Thursday, August 15, 2013

August 15, 2013

Getting on the 5 at Fulton Street to go to an audition, I sit down next to an older Middle Eastern woman.  I can see out of my peripheral that she's looking at me in that way that people - especially older women - often do these days when they want to strike up a conversation about my pregnancy.  I'm trying not to notice, not to be rude, but because I'm enjoying my solitude.  I'm blasting The Protomen on my iPod and I'm enjoying a sense of phony solitude within the music.

But now she's saying something.  Fuck.  I yank out one earbud.  "Sorry?"

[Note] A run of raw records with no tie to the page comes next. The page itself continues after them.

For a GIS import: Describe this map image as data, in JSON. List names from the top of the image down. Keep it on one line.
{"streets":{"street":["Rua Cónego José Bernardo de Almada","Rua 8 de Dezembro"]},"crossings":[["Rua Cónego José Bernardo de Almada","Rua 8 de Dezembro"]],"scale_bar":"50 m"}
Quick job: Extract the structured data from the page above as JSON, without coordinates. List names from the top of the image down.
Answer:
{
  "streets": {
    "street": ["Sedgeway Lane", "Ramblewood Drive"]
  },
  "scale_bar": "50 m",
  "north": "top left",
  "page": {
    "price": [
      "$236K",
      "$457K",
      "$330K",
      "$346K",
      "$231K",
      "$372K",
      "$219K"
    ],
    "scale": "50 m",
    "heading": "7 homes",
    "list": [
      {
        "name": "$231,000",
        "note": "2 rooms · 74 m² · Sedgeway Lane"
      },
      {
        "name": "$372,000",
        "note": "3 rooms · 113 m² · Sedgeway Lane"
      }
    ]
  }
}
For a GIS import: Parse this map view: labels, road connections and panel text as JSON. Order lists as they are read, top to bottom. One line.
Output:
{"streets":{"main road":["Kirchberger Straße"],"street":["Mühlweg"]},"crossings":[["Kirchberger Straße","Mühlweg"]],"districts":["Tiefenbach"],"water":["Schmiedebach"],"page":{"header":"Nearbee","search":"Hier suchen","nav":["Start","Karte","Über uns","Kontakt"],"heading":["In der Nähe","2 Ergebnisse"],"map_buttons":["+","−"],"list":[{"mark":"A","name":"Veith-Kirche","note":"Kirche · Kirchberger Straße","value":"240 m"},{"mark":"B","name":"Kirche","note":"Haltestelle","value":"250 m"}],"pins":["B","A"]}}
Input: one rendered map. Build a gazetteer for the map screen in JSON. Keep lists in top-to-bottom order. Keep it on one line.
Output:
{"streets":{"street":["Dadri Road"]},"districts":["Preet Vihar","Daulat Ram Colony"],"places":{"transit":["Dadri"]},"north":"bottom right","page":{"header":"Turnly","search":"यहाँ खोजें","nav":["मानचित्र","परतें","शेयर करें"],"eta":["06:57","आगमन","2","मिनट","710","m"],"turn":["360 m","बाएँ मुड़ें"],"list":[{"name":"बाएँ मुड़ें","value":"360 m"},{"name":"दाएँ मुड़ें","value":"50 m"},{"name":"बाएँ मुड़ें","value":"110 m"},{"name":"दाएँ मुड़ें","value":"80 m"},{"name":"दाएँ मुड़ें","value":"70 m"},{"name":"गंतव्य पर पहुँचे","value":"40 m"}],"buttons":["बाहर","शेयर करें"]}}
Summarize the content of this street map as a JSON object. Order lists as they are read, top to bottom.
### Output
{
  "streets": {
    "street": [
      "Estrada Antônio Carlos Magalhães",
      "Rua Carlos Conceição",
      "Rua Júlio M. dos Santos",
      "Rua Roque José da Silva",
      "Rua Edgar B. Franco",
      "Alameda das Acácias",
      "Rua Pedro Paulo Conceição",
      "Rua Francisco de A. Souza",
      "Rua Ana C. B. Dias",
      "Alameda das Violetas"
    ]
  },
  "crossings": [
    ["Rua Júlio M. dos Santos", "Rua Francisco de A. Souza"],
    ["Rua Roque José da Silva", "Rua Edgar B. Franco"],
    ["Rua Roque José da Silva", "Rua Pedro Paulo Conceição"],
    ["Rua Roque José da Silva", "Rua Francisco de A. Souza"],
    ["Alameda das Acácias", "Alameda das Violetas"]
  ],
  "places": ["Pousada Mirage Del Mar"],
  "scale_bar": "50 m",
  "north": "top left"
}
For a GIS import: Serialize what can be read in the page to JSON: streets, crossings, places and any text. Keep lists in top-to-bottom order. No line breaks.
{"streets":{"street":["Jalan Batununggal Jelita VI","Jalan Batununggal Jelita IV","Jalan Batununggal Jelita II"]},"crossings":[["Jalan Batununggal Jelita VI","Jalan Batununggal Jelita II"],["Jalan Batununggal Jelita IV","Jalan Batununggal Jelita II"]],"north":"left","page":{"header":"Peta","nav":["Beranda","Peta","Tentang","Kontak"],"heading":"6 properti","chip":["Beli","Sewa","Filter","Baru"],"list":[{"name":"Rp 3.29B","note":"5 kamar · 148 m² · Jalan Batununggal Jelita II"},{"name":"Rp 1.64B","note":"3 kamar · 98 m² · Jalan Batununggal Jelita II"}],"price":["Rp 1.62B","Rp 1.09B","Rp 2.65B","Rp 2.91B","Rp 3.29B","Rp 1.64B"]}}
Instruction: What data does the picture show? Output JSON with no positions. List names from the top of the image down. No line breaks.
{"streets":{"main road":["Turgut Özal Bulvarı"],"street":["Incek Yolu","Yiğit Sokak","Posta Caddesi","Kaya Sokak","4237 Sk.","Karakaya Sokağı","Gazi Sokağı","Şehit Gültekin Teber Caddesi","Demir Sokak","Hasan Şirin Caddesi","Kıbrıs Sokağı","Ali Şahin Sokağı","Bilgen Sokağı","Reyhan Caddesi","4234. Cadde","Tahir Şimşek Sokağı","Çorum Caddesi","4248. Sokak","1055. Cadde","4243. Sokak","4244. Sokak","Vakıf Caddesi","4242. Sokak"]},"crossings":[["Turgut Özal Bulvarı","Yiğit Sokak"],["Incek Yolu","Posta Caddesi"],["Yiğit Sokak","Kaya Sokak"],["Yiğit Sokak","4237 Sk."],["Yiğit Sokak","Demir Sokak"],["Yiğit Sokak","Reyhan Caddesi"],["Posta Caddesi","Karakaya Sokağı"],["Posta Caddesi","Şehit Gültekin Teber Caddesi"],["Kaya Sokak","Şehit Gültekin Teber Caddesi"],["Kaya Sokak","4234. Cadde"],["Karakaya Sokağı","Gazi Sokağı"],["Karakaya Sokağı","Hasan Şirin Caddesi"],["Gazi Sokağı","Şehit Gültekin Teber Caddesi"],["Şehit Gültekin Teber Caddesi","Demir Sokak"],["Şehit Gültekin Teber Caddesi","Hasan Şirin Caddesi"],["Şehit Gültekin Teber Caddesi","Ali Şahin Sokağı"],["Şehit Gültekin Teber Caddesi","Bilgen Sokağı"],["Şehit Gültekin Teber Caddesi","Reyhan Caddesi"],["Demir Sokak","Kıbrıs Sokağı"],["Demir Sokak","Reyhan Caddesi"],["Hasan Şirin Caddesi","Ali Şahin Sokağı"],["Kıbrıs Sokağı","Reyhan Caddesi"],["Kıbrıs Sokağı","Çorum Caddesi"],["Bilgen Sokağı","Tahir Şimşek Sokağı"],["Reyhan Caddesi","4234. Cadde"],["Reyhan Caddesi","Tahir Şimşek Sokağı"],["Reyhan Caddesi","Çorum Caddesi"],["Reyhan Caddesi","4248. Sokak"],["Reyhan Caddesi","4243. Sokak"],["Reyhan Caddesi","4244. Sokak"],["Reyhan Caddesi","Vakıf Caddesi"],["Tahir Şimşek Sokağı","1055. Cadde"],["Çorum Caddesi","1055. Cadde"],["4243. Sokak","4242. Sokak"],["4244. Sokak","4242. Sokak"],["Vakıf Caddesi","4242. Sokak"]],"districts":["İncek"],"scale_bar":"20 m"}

She repeats, smiling in a sweet grandmotherly way, "How much longer?"

"A month," I tell her.

"Ah, so not much longer?"

"Nope.  Not much longer."  I agree, and I realize that this is probably the first time I've agreed with a stranger about how much time I've got left.  And I did it because she asked me, she didn't tell me.  She asked me how long, and I told her, and then I chose to agree that in fact a month is not that long.  It feels nice.  To be talked to like a person about a special thing, and not to be told what I look like or how they can predict how much time I've got left.

"First baby?"

"Yes."

"Oh, that's nice," she says, and she rests her head on her hands which are folded over her purse, which sits in her lap.

And that's all.  No follow up questions.

I get up at the next stop, and I say to her, "Have a nice day," and she looks up, maybe surprised, and smiles, "You too.  Have a really nice day."